Generally, the mode of transmission is person to person by inhalation of respiratory tract droplets or by direct contact with respiratory tract secretions. Pharyngeal colonization by H. influenzae is relatively common, especially with nontypable and non-type b capsular strains.
Before effective Hib conjugate vaccines for infants older than 2 months were available in 1990, Haemophilus influenzae type b was the leading cause of invasive bacterial disease among children in the United States.
One in 200 children developed invasive Hib disease by 5 years of age; approximately 60% of these children had meningitis and 3-6% died from the disease. Of the Hib meningitis survivors, many exhibited permanent sequelae ranging from mild hearing loss to mental retardation.
Sadly, I recall as a Pediatric resident admitting to the hospital at least one infant with H. influenzae type b meningitis almost every night when on call.Remarkably, since the introduction of Hib conjugate vaccines in the United States, the incidence of invasive Hib disease has decreased a stunning 99% to fewer than 1 case/100,000 children younger than 5 years of age, and in 2012, only 30 cases of invasive type b disease were reported in children under 5 years old.

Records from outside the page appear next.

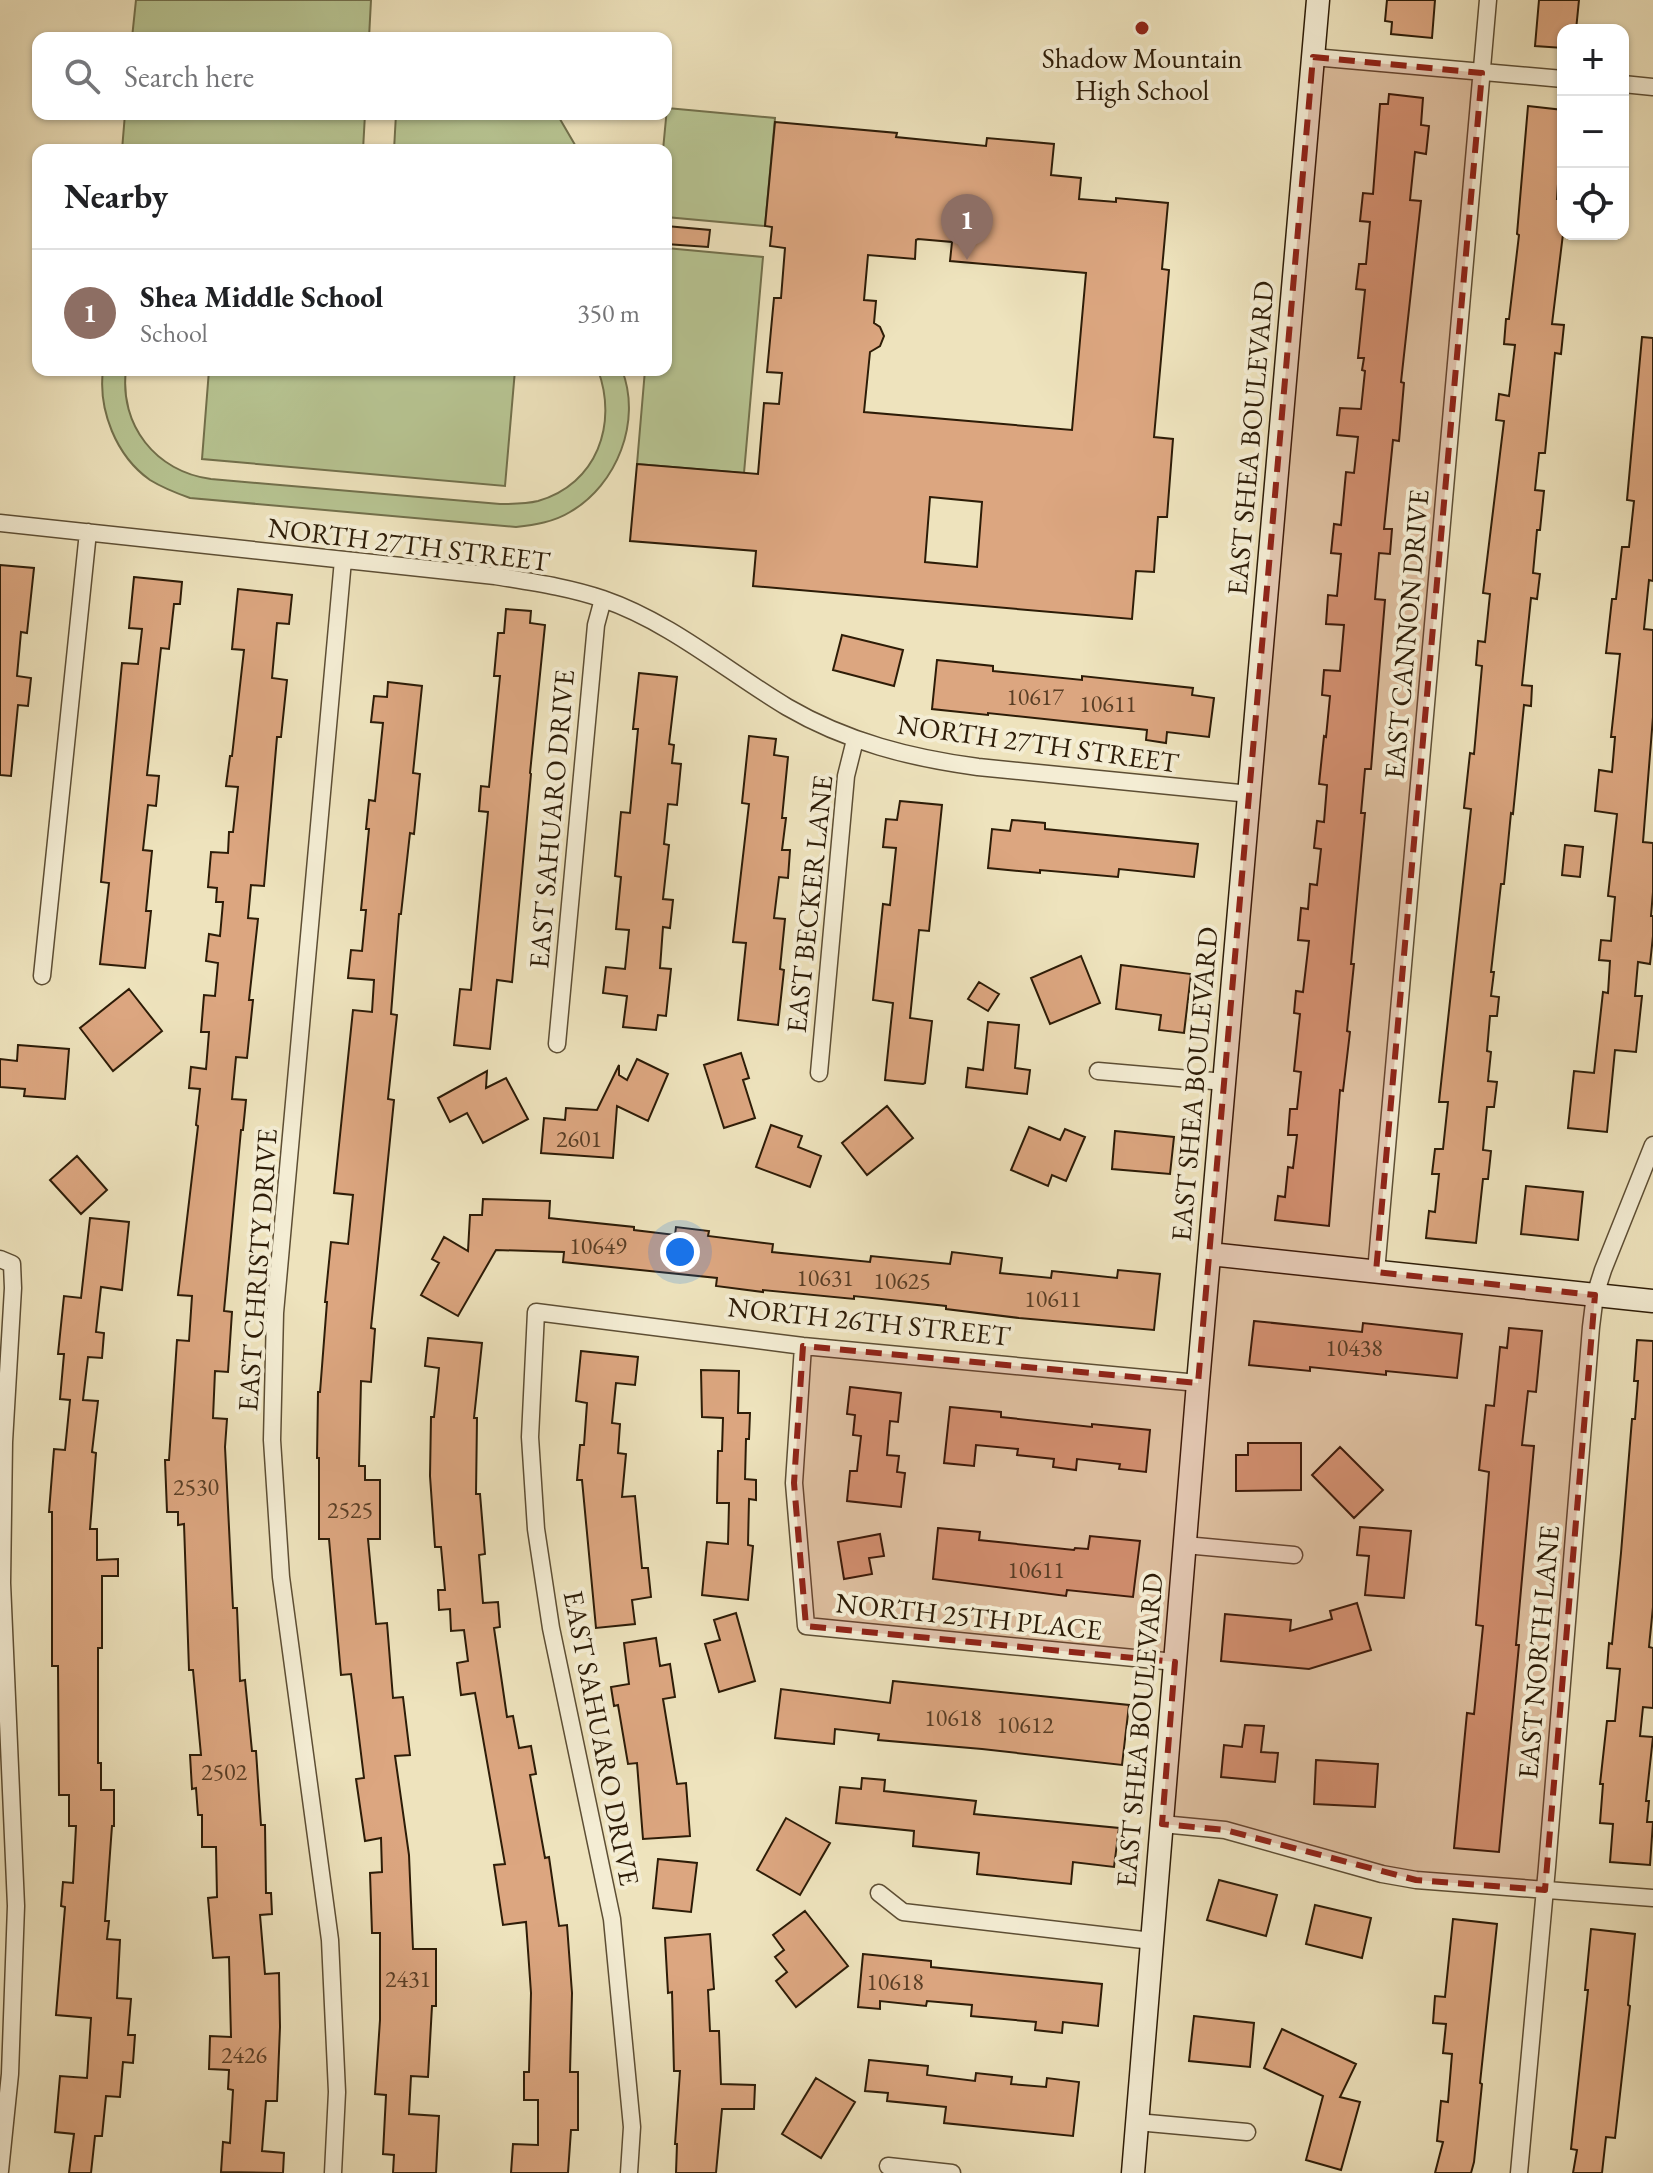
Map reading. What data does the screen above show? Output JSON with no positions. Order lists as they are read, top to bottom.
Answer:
{
  "streets": {
    "street": [
      "EAST SHEA BOULEVARD",
      "NORTH 27TH STREET",
      "EAST CANNON DRIVE",
      "EAST SAHUARO DRIVE",
      "EAST BECKER LANE",
      "EAST CHRISTY DRIVE",
      "NORTH 26TH STREET",
      "NORTH 25TH PLACE",
      "EAST NORTH LANE"
    ]
  },
  "crossings": [
    ["EAST SHEA BOULEVARD", "NORTH 27TH STREET"],
    ["EAST SHEA BOULEVARD", "NORTH 26TH STREET"],
    ["EAST SHEA BOULEVARD", "NORTH 25TH PLACE"],
    ["NORTH 27TH STREET", "EAST SAHUARO DRIVE"],
    ["NORTH 27TH STREET", "EAST BECKER LANE"],
    ["NORTH 27TH STREET", "EAST CHRISTY DRIVE"],
    ["EAST SAHUARO DRIVE", "NORTH 26TH STREET"],
    ["NORTH 26TH STREET", "NORTH 25TH PLACE"]
  ],
  "places": ["Shadow Mountain High School"],
  "house_numbers": [
    "10617",
    "10611",
    "2601",
    "10649",
    "10631",
    "10625",
    "10611",
    "10438",
    "2530",
    "2525",
    "10611",
    "10618",
    "10612",
    "2502",
    "2431",
    "10618",
    "2426"
  ],
  "page": {
    "map_buttons": ["+", "−"],
    "search": "Search here",
    "heading": "Nearby",
    "pins": "1",
    "list": [
      {
        "mark": "1",
        "name": "Shea Middle School",
        "note": "School",
        "value": "350 m"
      }
    ]
  }
}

Truly, it has been an amazing accomplishment. Nevertheless, the risk for invasive Hib disease persists among unimmunized and underimmunized children, highlighting the importance of full vaccination with the 2 or 3 injection (depending on the product) series between 2 and 6 months old and a single booster dose given between 12 and 15 months of age.
Certain additional doses may be indicated over 5 years of age depending on medical conditions, such as anatomic or functional asplenia, hematopoietic stem cell transplantation, or HIV infection. The Hib vaccine is very safe. The most common side effects are usually mild and consist of fever and rednesss, swelling, or warmth at the injection site. As with all current vaccines, significant advances and improvement in public health have been witnessed. It is incumbent upon each of us to maintain that success.